__WORK ITEM__
Copy every line of the following data that includes the string "absolute".

* * * * *

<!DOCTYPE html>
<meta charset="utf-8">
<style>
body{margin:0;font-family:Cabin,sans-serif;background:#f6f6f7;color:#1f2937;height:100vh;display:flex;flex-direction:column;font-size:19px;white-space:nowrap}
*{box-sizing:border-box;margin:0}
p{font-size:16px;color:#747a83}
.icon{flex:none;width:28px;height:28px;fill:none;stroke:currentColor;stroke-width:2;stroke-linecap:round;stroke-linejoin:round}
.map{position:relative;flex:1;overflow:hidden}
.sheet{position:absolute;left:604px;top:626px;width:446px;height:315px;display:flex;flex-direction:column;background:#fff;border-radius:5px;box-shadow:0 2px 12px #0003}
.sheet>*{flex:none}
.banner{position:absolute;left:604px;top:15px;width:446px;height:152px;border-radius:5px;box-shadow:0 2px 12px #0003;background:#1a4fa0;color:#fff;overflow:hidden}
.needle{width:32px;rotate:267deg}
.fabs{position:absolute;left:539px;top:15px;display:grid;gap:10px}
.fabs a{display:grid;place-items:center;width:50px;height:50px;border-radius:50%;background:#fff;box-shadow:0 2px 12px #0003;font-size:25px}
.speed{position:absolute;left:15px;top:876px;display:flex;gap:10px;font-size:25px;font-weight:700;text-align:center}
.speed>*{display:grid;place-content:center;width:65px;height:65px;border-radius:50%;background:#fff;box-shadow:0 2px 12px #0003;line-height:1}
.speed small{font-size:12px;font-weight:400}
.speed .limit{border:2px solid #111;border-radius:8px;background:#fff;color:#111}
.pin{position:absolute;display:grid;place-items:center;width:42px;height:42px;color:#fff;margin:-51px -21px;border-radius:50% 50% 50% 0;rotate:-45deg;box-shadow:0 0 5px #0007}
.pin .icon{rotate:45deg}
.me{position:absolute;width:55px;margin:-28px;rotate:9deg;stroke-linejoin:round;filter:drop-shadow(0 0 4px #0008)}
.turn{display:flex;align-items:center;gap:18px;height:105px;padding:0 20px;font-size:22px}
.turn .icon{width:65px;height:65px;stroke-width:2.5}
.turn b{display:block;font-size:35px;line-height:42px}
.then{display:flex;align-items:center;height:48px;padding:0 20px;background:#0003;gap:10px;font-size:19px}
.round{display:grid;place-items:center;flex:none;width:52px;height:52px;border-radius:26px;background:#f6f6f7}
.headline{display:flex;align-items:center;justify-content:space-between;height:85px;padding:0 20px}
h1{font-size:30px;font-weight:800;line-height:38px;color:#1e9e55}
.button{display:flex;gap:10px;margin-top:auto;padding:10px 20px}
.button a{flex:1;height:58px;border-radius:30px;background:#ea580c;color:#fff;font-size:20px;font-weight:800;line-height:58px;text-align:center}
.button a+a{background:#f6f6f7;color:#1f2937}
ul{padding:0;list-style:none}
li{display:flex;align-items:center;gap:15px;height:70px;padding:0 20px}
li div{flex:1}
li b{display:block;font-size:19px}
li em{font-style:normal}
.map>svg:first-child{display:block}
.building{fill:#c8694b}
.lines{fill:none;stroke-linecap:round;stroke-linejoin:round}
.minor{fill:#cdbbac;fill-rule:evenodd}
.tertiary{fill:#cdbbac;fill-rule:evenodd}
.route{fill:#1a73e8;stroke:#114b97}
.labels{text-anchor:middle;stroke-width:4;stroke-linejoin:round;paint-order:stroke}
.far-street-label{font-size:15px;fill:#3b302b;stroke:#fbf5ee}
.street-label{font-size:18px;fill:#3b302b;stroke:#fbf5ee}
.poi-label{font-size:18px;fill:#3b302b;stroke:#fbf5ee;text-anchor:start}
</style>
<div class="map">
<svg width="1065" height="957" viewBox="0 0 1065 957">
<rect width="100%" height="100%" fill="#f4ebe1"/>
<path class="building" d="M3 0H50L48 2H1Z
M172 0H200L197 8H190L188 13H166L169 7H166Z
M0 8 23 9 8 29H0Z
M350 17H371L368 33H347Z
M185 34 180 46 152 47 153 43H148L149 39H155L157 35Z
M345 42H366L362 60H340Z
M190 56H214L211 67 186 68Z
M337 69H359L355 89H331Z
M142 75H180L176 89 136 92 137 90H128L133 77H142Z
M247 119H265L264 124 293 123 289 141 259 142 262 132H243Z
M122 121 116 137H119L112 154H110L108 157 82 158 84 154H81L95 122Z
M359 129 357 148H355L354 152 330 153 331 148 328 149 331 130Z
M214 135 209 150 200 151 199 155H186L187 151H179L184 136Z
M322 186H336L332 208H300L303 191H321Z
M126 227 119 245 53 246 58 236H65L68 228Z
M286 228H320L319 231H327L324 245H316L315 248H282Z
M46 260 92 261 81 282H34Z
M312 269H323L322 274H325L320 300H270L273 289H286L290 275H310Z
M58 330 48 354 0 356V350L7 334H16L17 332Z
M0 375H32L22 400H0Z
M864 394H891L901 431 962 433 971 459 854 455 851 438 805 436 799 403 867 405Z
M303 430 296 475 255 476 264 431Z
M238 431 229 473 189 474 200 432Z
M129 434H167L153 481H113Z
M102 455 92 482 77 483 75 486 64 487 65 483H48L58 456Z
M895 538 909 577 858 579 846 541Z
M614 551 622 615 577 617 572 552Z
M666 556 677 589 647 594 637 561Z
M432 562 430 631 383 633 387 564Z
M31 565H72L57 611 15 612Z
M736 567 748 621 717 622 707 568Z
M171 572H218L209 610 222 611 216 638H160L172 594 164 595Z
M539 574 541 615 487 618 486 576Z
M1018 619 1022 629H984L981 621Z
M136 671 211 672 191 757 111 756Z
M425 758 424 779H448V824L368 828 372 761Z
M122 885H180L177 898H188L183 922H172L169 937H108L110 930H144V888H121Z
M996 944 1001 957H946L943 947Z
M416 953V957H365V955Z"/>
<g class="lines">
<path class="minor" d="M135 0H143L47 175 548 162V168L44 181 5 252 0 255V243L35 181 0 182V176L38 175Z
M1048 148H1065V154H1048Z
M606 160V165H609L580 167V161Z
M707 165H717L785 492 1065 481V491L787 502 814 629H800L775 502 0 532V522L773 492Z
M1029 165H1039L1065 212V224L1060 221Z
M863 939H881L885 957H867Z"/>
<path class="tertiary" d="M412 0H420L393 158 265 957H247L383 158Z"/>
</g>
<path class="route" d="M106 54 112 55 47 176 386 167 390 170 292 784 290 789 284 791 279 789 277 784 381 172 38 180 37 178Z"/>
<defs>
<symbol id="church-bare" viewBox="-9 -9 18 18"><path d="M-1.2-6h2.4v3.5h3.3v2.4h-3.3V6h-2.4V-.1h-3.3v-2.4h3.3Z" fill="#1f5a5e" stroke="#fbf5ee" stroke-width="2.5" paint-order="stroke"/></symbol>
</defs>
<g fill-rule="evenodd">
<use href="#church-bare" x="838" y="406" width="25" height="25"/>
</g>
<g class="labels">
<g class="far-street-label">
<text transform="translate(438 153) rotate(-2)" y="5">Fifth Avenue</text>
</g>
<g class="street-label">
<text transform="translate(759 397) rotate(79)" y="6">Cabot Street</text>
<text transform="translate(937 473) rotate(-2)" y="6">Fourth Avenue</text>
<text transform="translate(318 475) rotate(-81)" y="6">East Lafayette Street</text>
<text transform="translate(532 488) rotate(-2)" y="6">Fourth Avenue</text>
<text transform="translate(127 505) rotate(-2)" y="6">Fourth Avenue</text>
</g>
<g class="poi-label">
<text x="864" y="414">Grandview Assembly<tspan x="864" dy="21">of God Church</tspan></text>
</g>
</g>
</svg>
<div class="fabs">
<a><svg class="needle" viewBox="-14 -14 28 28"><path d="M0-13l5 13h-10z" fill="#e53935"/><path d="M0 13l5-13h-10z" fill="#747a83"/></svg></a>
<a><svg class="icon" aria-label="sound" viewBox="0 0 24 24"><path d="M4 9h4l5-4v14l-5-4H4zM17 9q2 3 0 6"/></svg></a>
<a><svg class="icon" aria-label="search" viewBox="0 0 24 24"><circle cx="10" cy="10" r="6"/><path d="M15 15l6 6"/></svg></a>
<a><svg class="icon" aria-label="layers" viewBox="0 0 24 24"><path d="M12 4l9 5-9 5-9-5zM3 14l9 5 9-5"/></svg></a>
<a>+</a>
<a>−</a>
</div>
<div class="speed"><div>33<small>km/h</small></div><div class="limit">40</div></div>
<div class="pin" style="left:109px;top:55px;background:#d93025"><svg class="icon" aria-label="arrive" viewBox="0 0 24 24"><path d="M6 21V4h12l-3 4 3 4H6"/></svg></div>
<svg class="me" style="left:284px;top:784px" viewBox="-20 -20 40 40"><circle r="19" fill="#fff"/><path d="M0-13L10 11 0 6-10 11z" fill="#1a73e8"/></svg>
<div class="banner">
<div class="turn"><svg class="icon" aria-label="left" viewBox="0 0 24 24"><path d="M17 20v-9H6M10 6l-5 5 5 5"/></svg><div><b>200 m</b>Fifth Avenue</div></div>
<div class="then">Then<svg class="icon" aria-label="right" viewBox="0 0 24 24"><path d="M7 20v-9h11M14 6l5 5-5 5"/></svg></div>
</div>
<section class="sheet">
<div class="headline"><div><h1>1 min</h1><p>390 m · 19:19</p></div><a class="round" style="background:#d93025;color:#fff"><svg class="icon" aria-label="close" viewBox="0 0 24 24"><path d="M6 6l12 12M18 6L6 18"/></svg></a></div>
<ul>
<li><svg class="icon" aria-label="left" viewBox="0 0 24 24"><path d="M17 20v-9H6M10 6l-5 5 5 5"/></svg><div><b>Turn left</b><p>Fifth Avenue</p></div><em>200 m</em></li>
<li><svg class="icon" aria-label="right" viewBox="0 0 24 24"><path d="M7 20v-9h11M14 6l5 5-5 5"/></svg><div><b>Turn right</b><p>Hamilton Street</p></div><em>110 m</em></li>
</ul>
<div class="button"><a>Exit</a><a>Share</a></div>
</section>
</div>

* * * * *

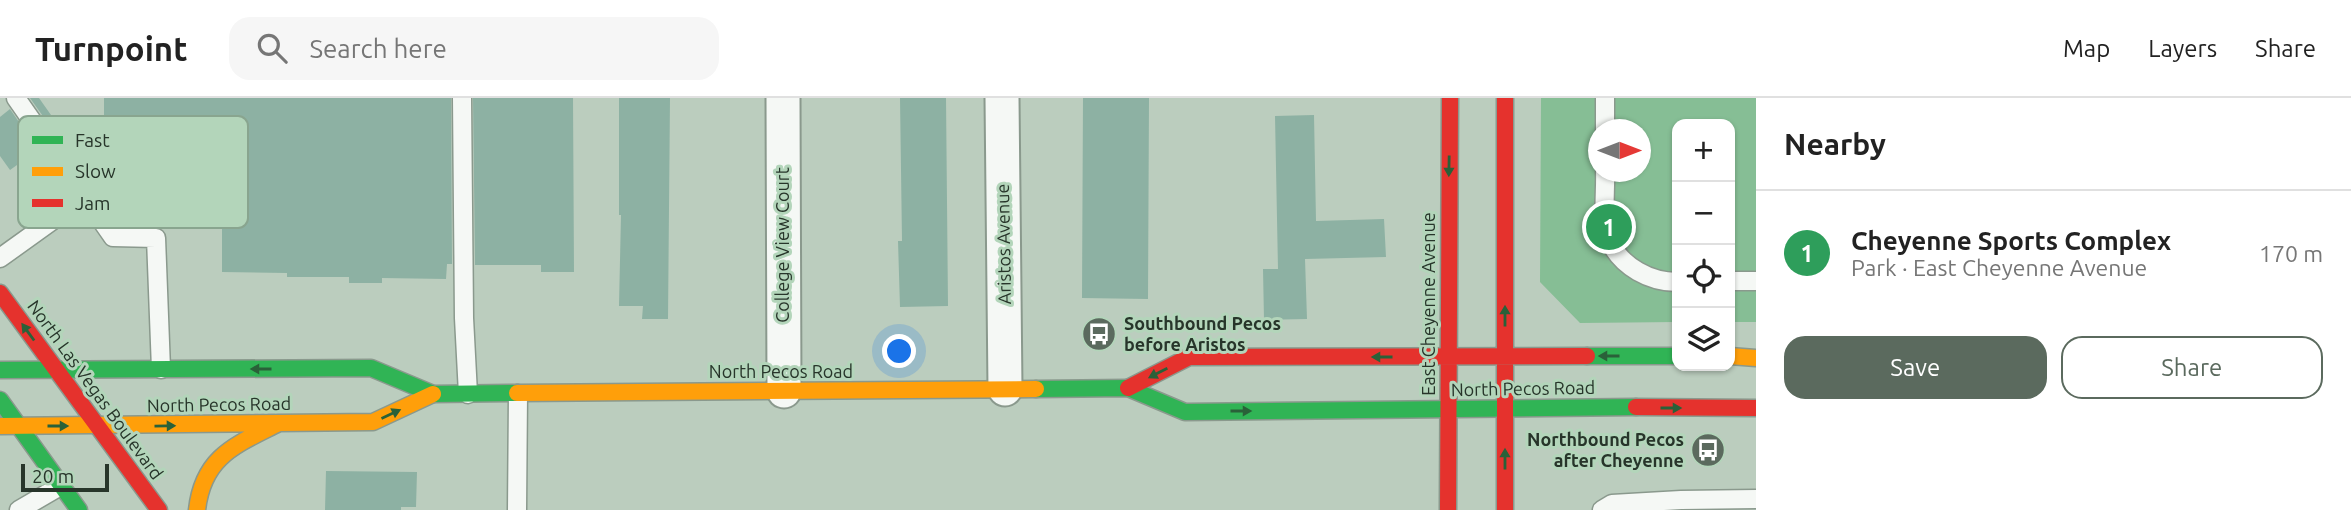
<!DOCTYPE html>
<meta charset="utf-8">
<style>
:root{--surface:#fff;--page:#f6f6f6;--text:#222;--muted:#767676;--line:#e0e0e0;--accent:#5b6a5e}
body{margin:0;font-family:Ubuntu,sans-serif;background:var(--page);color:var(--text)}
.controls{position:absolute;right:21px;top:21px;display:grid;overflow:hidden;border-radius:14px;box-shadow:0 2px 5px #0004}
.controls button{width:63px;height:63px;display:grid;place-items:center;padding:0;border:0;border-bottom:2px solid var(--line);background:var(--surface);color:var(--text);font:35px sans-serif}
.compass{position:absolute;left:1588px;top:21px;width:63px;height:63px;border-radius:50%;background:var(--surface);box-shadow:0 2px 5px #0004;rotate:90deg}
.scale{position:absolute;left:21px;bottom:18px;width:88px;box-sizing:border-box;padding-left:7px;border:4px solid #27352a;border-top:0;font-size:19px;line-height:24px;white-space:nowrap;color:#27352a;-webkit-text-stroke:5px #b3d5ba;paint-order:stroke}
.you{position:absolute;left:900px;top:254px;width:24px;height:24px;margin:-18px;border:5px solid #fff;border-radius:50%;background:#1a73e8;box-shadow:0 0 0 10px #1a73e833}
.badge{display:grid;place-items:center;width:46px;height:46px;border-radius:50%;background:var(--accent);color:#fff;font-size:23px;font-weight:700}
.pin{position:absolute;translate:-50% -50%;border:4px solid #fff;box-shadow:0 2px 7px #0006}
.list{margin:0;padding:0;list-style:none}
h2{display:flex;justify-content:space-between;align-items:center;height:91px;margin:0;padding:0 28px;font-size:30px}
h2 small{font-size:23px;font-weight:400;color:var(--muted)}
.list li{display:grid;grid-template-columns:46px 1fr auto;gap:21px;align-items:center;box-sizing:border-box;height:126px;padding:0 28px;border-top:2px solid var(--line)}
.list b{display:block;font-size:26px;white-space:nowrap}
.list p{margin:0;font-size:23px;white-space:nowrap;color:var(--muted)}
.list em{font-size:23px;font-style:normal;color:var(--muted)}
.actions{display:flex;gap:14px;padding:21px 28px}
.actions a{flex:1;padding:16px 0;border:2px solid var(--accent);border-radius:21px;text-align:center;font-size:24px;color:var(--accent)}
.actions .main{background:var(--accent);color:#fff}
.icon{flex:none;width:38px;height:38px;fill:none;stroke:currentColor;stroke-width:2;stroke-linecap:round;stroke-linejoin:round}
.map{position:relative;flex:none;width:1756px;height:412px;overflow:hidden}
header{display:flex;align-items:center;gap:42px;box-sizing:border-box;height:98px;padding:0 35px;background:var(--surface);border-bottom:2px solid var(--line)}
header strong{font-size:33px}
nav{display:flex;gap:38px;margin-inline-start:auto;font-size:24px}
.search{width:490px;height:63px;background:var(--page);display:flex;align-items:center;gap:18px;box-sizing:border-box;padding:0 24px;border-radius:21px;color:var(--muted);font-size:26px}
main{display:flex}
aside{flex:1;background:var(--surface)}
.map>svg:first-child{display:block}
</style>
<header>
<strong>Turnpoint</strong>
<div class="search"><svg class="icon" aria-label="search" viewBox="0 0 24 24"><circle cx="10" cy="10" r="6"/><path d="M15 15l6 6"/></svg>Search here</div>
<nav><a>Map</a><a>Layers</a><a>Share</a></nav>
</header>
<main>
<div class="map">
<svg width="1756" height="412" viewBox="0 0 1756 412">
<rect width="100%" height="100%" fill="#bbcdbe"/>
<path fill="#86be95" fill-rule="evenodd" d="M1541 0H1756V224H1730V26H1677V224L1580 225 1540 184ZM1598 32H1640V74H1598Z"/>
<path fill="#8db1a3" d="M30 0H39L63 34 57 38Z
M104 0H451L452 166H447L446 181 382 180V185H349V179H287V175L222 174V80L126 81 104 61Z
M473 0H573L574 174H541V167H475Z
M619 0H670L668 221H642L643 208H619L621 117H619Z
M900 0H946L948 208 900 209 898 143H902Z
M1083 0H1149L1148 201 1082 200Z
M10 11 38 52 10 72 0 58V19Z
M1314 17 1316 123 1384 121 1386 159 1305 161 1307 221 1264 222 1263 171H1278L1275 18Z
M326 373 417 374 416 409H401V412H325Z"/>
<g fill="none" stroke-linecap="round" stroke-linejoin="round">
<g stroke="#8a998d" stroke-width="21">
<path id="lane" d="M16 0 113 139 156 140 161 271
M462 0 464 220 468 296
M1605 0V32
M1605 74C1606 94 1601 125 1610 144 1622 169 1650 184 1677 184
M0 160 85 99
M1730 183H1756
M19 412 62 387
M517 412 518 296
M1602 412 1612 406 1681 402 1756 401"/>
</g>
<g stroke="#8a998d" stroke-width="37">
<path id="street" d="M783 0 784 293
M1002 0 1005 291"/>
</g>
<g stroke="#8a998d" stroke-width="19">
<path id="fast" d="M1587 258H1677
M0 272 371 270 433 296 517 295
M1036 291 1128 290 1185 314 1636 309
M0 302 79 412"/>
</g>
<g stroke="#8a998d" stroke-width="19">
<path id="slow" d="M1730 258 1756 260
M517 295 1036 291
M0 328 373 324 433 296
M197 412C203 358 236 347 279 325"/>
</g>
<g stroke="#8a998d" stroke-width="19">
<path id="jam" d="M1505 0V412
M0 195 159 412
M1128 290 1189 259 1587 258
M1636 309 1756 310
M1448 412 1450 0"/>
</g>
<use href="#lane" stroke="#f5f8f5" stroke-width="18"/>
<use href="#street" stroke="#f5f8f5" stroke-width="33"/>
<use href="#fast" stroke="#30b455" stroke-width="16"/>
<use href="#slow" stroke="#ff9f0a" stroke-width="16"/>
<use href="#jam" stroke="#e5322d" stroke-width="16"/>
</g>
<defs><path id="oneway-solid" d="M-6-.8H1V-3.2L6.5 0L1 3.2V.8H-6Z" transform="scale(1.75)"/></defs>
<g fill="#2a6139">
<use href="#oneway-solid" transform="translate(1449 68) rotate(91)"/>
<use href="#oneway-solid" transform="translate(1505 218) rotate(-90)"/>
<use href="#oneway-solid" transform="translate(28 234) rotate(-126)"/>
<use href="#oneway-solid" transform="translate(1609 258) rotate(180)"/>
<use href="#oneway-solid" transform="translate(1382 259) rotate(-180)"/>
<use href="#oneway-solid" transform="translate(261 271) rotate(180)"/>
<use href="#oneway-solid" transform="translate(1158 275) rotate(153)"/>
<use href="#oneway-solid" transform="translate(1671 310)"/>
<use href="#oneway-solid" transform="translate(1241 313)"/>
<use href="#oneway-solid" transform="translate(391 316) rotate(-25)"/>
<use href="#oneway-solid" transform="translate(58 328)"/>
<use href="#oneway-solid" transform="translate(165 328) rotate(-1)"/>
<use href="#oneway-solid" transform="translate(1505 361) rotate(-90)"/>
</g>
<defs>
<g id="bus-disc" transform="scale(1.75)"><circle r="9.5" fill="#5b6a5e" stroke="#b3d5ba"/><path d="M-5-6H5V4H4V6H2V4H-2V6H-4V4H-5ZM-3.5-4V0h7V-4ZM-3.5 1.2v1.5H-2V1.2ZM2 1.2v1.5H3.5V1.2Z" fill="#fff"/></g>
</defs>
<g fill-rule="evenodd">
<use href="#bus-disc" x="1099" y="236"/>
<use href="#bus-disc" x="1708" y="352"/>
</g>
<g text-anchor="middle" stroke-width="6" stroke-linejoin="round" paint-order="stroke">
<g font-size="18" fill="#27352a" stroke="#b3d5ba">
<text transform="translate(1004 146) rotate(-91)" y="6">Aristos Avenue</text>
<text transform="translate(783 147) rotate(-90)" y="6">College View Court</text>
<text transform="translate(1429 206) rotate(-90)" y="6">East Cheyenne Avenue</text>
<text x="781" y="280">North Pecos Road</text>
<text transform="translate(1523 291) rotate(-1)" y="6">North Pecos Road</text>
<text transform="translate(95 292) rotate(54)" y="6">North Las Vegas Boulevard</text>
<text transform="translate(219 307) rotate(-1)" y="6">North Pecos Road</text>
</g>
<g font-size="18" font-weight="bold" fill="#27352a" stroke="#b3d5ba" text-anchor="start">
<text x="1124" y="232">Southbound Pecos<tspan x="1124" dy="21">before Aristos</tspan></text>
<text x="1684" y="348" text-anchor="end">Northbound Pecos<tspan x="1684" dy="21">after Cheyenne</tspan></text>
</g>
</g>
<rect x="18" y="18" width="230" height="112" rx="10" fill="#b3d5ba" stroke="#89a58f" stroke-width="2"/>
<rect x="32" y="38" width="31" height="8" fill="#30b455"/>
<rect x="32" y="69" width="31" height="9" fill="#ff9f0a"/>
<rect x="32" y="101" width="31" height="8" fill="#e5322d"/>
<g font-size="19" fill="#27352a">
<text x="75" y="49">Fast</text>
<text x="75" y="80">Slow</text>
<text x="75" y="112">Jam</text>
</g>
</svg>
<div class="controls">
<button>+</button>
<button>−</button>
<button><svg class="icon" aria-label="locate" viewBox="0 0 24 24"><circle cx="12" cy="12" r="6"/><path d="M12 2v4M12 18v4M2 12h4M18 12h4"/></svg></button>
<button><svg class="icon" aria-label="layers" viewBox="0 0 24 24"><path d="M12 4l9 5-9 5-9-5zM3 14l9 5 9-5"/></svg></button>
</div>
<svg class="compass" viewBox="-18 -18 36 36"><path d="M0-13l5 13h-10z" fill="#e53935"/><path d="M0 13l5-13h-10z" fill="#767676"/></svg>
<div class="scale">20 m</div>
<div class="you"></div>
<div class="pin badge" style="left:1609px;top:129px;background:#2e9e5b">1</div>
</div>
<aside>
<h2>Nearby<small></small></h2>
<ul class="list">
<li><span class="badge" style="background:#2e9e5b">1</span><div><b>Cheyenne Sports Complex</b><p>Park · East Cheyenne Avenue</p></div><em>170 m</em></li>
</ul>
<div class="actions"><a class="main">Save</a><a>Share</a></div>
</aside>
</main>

* * * * *

__YOUR SOLUTION__
.sheet{position:absolute;left:604px;top:626px;width:446px;height:315px;display:flex;flex-direction:column;background:#fff;border-radius:5px;box-shadow:0 2px 12px #0003}
.banner{position:absolute;left:604px;top:15px;width:446px;height:152px;border-radius:5px;box-shadow:0 2px 12px #0003;background:#1a4fa0;color:#fff;overflow:hidden}
.fabs{position:absolute;left:539px;top:15px;display:grid;gap:10px}
.speed{position:absolute;left:15px;top:876px;display:flex;gap:10px;font-size:25px;font-weight:700;text-align:center}
.pin{position:absolute;display:grid;place-items:center;width:42px;height:42px;color:#fff;margin:-51px -21px;border-radius:50% 50% 50% 0;rotate:-45deg;box-shadow:0 0 5px #0007}
.me{position:absolute;width:55px;margin:-28px;rotate:9deg;stroke-linejoin:round;filter:drop-shadow(0 0 4px #0008)}
.controls{position:absolute;right:21px;top:21px;display:grid;overflow:hidden;border-radius:14px;box-shadow:0 2px 5px #0004}
.compass{position:absolute;left:1588px;top:21px;width:63px;height:63px;border-radius:50%;background:var(--surface);box-shadow:0 2px 5px #0004;rotate:90deg}
.scale{position:absolute;left:21px;bottom:18px;width:88px;box-sizing:border-box;padding-left:7px;border:4px solid #27352a;border-top:0;font-size:19px;line-height:24px;white-space:nowrap;color:#27352a;-webkit-text-stroke:5px #b3d5ba;paint-order:stroke}
.you{position:absolute;left:900px;top:254px;width:24px;height:24px;margin:-18px;border:5px solid #fff;border-radius:50%;background:#1a73e8;box-shadow:0 0 0 10px #1a73e833}
.pin{position:absolute;translate:-50% -50%;border:4px solid #fff;box-shadow:0 2px 7px #0006}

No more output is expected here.